[SUPPLIED DATA]
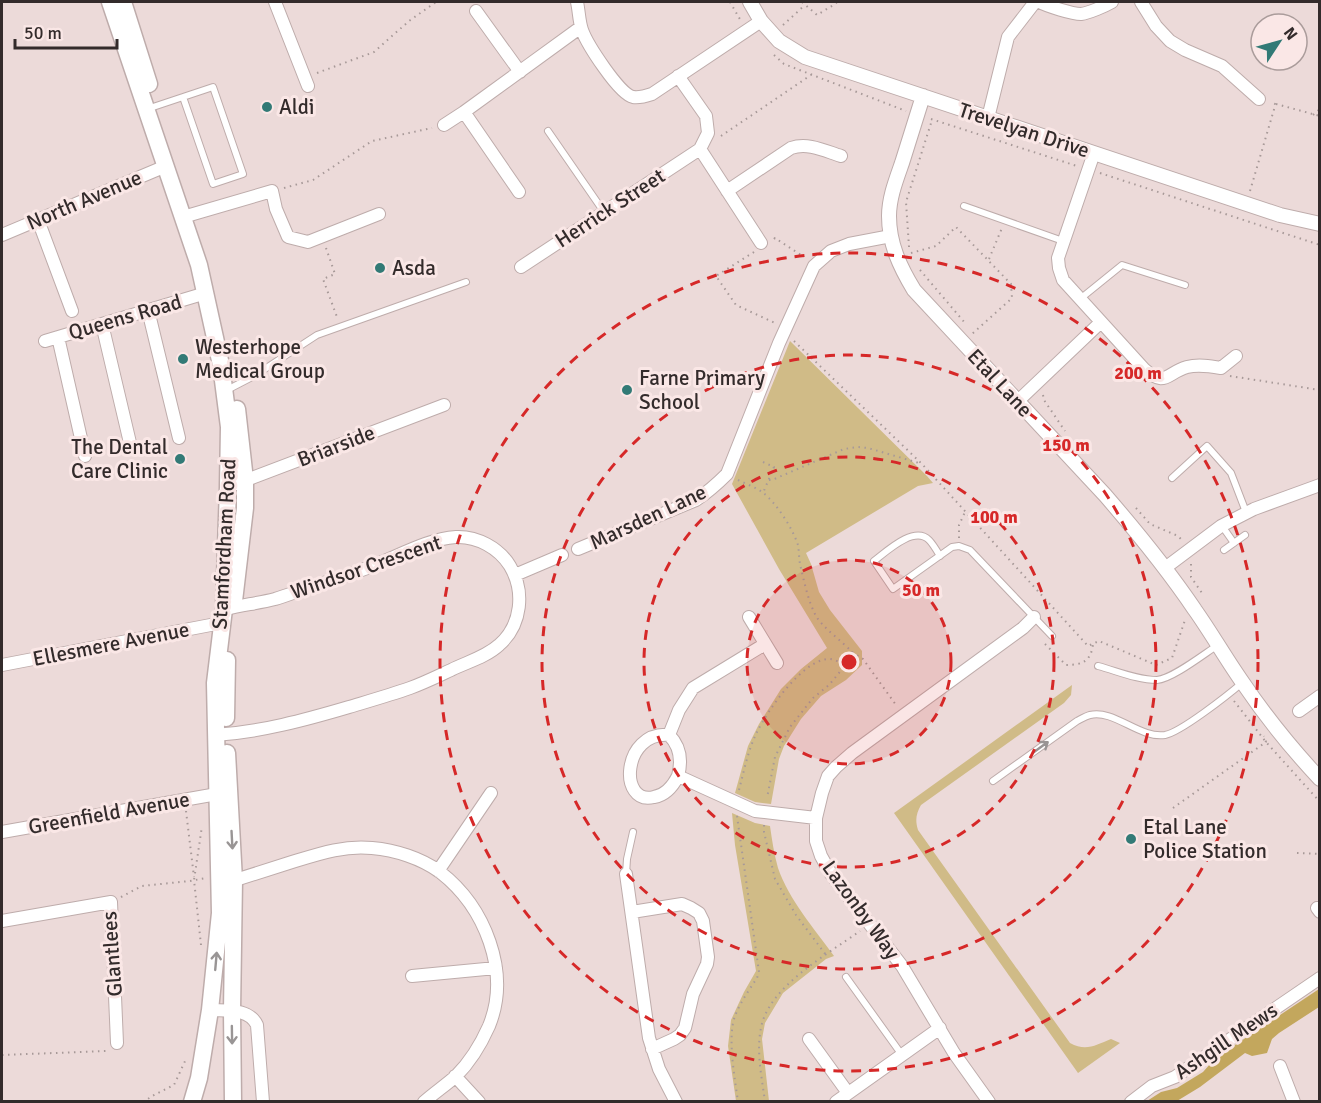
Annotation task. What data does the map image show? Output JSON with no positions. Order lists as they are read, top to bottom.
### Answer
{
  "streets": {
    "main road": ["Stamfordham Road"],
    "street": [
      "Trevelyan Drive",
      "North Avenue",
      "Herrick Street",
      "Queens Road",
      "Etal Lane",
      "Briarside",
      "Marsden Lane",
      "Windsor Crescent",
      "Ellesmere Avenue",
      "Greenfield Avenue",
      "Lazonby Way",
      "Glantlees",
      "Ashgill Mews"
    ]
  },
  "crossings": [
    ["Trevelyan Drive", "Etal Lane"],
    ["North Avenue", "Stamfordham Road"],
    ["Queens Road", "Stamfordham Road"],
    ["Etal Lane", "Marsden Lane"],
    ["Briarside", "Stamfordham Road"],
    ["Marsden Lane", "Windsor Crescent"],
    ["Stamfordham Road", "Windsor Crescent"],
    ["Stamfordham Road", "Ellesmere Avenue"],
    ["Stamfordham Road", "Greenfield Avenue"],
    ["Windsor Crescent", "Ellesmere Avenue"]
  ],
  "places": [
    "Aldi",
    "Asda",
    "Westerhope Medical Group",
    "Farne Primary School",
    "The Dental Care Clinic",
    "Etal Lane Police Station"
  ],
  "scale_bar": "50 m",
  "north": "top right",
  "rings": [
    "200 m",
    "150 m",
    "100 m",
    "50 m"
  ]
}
[/SUPPLIED DATA]
:: WHAT IS BEING ASKED ::
The reply should reproduce every entry above word for word and contain no pictures.

:: RESPONSE FOR THIS EXERCISE ::
Annotation task. What data does the map image show? Output JSON with no positions. Order lists as they are read, top to bottom.
### Answer
{
  "streets": {
    "main road": ["Stamfordham Road"],
    "street": [
      "Trevelyan Drive",
      "North Avenue",
      "Herrick Street",
      "Queens Road",
      "Etal Lane",
      "Briarside",
      "Marsden Lane",
      "Windsor Crescent",
      "Ellesmere Avenue",
      "Greenfield Avenue",
      "Lazonby Way",
      "Glantlees",
      "Ashgill Mews"
    ]
  },
  "crossings": [
    ["Trevelyan Drive", "Etal Lane"],
    ["North Avenue", "Stamfordham Road"],
    ["Queens Road", "Stamfordham Road"],
    ["Etal Lane", "Marsden Lane"],
    ["Briarside", "Stamfordham Road"],
    ["Marsden Lane", "Windsor Crescent"],
    ["Stamfordham Road", "Windsor Crescent"],
    ["Stamfordham Road", "Ellesmere Avenue"],
    ["Stamfordham Road", "Greenfield Avenue"],
    ["Windsor Crescent", "Ellesmere Avenue"]
  ],
  "places": [
    "Aldi",
    "Asda",
    "Westerhope Medical Group",
    "Farne Primary School",
    "The Dental Care Clinic",
    "Etal Lane Police Station"
  ],
  "scale_bar": "50 m",
  "north": "top right",
  "rings": [
    "200 m",
    "150 m",
    "100 m",
    "50 m"
  ]
}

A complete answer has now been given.